* PROBLEM DETAILS *
Supply the number of lines in the listing below in which the word "restore" occurs, and nothing else.

* INPUT MATERIAL *
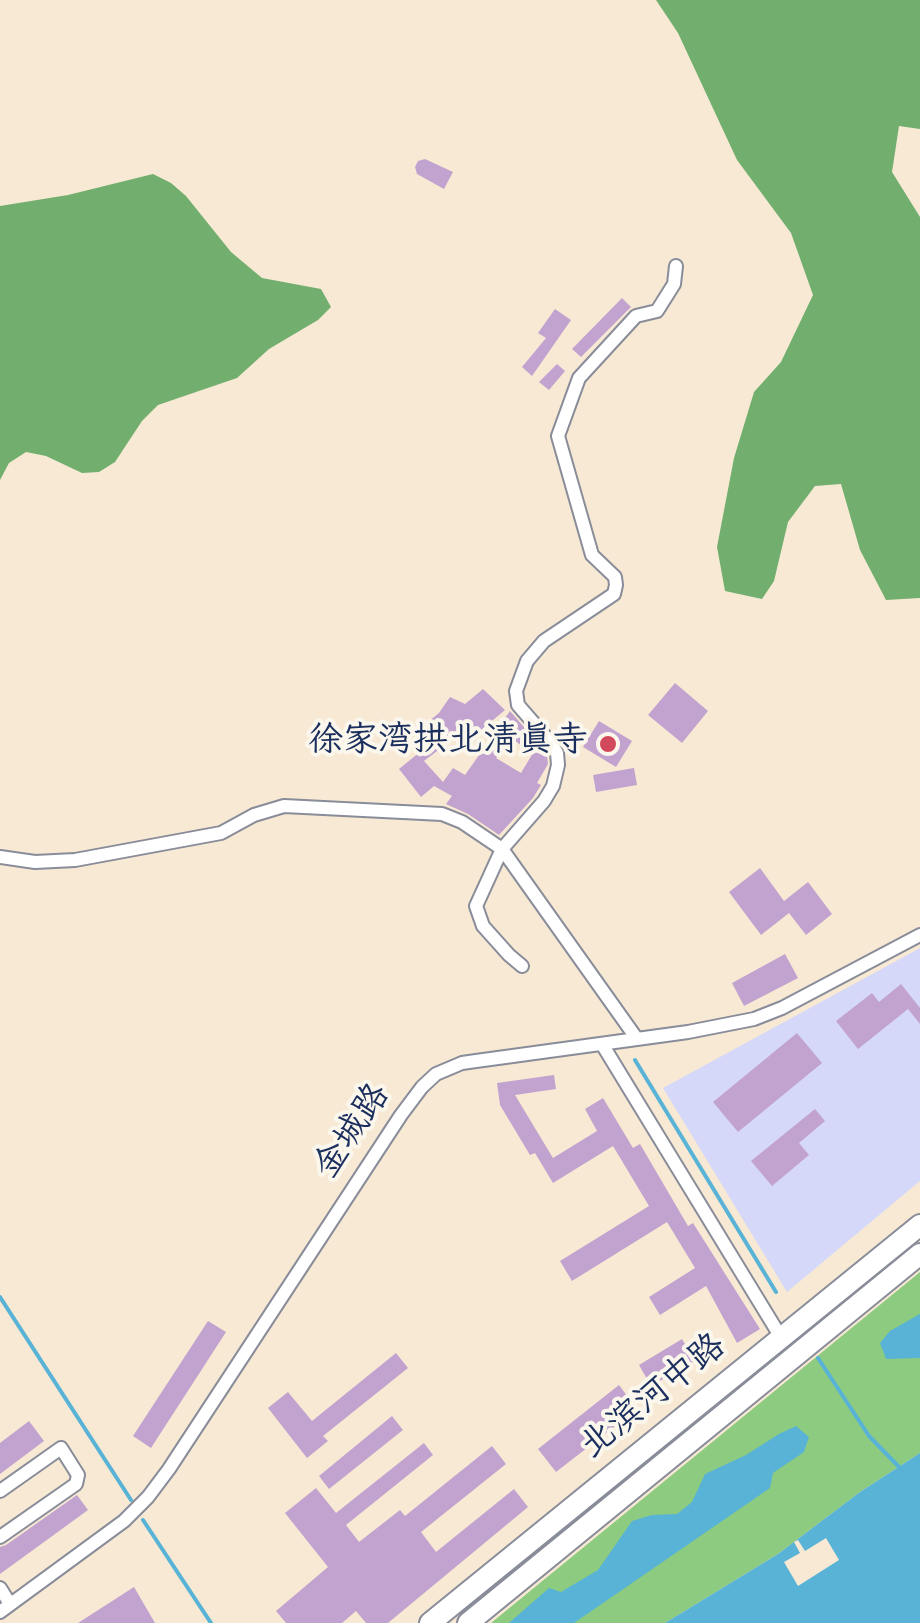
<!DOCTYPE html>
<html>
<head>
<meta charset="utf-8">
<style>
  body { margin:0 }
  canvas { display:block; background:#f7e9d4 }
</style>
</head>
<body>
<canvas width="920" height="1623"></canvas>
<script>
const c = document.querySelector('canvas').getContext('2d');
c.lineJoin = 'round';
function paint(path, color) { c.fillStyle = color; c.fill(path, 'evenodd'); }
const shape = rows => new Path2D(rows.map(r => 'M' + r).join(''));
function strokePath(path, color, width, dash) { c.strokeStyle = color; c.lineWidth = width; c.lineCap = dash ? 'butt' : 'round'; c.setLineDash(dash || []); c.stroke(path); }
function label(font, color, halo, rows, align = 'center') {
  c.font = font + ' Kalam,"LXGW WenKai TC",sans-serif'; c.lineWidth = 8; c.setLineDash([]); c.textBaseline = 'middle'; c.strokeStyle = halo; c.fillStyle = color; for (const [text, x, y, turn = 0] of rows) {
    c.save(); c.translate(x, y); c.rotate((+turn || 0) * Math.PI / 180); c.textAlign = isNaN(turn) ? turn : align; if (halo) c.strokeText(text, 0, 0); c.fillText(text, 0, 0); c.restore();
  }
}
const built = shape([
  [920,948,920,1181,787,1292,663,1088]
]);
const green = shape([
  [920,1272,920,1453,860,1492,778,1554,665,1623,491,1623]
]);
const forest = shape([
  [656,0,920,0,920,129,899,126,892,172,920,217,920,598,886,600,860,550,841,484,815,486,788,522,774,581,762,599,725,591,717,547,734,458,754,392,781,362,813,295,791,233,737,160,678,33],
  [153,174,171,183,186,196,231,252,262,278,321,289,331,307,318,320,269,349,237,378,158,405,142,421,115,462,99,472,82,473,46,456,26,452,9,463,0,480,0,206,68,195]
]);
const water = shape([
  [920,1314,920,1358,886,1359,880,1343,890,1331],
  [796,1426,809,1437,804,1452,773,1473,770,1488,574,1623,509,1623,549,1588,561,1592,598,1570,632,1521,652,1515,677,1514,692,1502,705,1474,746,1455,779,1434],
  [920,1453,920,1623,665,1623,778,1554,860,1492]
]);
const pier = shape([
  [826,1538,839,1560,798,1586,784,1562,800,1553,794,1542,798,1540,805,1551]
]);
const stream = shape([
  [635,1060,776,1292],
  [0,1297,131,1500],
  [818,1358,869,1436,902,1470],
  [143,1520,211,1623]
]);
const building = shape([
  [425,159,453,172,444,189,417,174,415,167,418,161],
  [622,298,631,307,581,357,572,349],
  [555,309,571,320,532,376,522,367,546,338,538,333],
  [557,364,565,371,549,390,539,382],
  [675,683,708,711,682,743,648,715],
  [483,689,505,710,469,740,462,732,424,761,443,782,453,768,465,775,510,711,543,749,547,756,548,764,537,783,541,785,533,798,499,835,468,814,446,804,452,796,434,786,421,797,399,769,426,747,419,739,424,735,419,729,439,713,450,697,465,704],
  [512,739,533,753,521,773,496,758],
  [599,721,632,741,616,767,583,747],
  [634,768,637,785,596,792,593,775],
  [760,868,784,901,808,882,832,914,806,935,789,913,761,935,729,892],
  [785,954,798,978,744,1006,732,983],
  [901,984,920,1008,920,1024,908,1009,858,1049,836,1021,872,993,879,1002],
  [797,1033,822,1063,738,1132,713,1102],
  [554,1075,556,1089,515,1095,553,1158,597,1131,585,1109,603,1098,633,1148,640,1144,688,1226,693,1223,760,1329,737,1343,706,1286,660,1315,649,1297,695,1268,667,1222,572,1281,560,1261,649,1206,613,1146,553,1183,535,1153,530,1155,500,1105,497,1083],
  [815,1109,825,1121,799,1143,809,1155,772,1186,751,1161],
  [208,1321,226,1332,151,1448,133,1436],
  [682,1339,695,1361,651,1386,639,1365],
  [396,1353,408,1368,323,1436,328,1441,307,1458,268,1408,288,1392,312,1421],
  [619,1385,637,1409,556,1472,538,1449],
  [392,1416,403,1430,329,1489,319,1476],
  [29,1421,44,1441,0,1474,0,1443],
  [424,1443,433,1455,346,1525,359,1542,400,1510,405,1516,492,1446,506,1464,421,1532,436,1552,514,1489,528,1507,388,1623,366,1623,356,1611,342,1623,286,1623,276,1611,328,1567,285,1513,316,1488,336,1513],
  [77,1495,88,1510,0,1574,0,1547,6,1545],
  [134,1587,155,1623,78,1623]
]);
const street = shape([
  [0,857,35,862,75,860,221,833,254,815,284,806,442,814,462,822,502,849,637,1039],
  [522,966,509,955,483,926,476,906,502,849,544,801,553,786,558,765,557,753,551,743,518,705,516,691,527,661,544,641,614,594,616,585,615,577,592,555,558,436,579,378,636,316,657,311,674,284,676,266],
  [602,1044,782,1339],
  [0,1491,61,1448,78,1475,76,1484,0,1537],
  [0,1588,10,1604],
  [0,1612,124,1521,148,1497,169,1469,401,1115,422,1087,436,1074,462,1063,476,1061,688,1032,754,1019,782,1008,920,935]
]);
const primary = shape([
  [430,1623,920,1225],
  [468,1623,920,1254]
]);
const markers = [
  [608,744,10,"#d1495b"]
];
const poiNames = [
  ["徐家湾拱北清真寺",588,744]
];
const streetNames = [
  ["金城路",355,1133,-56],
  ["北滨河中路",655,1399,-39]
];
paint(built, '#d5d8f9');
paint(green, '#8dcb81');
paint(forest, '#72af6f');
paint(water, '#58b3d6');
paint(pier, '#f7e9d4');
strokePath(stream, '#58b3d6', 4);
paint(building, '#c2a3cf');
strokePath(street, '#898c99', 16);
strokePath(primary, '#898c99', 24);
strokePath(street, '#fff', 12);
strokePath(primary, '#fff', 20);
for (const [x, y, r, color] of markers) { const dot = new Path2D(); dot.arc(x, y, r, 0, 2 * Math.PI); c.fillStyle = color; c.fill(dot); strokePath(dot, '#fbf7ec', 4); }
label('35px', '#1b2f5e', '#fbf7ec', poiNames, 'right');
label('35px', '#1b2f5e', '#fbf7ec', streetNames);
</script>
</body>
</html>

---

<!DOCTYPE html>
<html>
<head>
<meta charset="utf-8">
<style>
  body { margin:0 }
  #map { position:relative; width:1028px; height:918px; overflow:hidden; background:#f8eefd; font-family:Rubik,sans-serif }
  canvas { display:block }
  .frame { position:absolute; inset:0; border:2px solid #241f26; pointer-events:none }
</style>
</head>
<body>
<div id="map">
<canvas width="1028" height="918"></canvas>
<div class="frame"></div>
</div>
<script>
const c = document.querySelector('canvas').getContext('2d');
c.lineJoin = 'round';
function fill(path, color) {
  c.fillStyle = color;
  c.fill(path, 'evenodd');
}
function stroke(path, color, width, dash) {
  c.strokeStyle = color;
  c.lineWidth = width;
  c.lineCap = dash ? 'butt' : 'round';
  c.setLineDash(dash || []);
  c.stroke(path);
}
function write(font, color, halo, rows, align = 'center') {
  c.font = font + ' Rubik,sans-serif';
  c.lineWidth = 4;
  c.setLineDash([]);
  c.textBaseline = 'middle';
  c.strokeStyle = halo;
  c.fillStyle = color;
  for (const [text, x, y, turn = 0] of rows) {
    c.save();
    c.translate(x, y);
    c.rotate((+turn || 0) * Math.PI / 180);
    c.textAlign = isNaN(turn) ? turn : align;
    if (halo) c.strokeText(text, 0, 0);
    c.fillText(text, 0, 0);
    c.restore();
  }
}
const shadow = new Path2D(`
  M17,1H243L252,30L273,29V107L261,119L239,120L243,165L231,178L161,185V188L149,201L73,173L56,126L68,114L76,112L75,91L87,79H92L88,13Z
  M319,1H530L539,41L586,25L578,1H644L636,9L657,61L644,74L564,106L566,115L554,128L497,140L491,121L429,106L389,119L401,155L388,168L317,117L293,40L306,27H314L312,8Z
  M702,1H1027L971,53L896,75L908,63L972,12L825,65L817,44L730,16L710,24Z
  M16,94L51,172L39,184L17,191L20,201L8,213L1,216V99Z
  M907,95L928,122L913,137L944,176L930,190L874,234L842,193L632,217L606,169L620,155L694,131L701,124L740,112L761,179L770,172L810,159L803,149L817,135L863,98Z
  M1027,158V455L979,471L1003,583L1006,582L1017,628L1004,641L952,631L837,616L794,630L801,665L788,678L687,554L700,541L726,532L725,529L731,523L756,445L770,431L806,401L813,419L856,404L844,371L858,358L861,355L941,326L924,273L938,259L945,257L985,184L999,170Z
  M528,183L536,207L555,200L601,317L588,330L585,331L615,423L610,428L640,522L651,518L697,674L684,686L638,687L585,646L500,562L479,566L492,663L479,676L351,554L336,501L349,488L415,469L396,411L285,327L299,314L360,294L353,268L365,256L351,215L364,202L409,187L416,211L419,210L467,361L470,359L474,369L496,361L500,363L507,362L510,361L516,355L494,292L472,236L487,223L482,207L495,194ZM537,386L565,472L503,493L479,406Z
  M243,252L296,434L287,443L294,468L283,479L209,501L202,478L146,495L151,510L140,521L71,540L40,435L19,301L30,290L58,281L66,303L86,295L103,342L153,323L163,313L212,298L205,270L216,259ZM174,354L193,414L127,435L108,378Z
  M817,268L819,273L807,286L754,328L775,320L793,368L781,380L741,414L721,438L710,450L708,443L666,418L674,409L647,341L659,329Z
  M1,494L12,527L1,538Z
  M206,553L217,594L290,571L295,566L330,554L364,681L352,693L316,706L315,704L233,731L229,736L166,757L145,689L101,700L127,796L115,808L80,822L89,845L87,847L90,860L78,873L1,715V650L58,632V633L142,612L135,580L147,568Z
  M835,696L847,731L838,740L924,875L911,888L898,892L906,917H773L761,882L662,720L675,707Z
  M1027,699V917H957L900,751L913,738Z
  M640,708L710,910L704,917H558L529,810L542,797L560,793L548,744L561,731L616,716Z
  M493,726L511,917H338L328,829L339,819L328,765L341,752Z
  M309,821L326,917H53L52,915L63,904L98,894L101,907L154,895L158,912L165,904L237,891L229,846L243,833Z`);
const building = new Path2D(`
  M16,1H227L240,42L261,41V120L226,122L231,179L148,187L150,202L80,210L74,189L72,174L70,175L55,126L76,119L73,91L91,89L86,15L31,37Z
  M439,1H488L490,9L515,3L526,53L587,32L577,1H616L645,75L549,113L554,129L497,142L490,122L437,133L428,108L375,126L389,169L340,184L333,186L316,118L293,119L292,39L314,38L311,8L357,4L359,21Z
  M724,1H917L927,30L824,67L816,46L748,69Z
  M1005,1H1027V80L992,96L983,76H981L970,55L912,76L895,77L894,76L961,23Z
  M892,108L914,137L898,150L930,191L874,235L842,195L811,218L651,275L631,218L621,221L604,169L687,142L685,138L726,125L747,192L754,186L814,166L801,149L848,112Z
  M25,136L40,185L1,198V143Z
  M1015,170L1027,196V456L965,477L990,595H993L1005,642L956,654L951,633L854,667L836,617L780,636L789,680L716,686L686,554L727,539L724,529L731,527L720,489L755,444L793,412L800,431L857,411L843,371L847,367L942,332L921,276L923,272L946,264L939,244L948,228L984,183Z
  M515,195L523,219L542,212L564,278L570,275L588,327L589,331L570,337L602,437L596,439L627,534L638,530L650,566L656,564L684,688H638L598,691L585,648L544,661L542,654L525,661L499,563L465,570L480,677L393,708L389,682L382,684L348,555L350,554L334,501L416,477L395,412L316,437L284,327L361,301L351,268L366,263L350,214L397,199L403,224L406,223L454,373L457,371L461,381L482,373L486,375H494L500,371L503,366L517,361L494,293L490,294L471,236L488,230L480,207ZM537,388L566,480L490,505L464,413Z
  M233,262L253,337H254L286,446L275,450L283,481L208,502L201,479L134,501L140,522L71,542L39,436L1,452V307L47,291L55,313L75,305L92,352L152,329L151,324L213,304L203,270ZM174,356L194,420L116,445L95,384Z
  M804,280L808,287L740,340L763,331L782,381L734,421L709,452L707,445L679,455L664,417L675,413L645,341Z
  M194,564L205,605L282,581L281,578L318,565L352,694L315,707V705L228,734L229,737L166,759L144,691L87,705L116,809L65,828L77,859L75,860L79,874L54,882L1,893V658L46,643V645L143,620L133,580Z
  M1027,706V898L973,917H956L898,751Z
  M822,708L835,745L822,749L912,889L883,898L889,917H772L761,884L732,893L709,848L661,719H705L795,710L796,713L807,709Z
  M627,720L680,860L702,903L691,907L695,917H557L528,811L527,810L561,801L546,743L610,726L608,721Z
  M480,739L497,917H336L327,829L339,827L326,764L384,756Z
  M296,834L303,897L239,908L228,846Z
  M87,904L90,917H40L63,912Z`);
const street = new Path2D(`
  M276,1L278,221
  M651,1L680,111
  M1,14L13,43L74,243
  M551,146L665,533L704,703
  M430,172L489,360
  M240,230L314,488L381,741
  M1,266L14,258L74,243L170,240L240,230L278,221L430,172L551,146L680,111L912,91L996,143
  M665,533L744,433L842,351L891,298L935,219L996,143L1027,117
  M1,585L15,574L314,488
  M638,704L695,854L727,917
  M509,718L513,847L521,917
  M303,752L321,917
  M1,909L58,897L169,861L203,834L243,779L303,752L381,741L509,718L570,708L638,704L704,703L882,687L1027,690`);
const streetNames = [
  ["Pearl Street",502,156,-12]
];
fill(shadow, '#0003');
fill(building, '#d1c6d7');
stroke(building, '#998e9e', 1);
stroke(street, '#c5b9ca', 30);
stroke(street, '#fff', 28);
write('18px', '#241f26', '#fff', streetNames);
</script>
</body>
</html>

* EXERCISE RESULT *
2